• **SUPPLIED DATA**:
------------------------------------------------------------------------
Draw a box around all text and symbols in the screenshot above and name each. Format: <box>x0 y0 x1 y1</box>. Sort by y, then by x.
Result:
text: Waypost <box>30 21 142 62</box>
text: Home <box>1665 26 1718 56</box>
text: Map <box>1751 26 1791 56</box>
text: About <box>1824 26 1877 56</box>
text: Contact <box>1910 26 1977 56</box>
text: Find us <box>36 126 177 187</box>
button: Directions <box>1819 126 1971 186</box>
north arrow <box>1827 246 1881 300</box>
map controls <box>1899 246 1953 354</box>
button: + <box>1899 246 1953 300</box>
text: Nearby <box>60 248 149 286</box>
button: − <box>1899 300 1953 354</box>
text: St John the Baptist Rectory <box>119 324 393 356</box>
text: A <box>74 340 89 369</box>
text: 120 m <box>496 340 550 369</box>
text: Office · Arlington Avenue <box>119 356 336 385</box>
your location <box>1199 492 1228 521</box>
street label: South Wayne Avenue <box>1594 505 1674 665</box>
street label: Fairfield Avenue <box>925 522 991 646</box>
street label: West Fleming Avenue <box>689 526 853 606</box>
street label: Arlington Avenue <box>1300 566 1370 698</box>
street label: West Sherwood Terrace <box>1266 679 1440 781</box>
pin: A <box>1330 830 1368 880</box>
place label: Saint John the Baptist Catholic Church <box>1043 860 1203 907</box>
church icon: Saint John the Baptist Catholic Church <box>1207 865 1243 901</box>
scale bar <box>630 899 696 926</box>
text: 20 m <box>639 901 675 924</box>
------------------------------------------------------------------------
• **TASK ITEM**: Write a verbatim copy of the listing above.

• **SOLUTION FOR THIS EXERCISE**:
Draw a box around all text and symbols in the screenshot above and name each. Format: <box>x0 y0 x1 y1</box>. Sort by y, then by x.
Result:
text: Waypost <box>30 21 142 62</box>
text: Home <box>1665 26 1718 56</box>
text: Map <box>1751 26 1791 56</box>
text: About <box>1824 26 1877 56</box>
text: Contact <box>1910 26 1977 56</box>
text: Find us <box>36 126 177 187</box>
button: Directions <box>1819 126 1971 186</box>
north arrow <box>1827 246 1881 300</box>
map controls <box>1899 246 1953 354</box>
button: + <box>1899 246 1953 300</box>
text: Nearby <box>60 248 149 286</box>
button: − <box>1899 300 1953 354</box>
text: St John the Baptist Rectory <box>119 324 393 356</box>
text: A <box>74 340 89 369</box>
text: 120 m <box>496 340 550 369</box>
text: Office · Arlington Avenue <box>119 356 336 385</box>
your location <box>1199 492 1228 521</box>
street label: South Wayne Avenue <box>1594 505 1674 665</box>
street label: Fairfield Avenue <box>925 522 991 646</box>
street label: West Fleming Avenue <box>689 526 853 606</box>
street label: Arlington Avenue <box>1300 566 1370 698</box>
street label: West Sherwood Terrace <box>1266 679 1440 781</box>
pin: A <box>1330 830 1368 880</box>
place label: Saint John the Baptist Catholic Church <box>1043 860 1203 907</box>
church icon: Saint John the Baptist Catholic Church <box>1207 865 1243 901</box>
scale bar <box>630 899 696 926</box>
text: 20 m <box>639 901 675 924</box>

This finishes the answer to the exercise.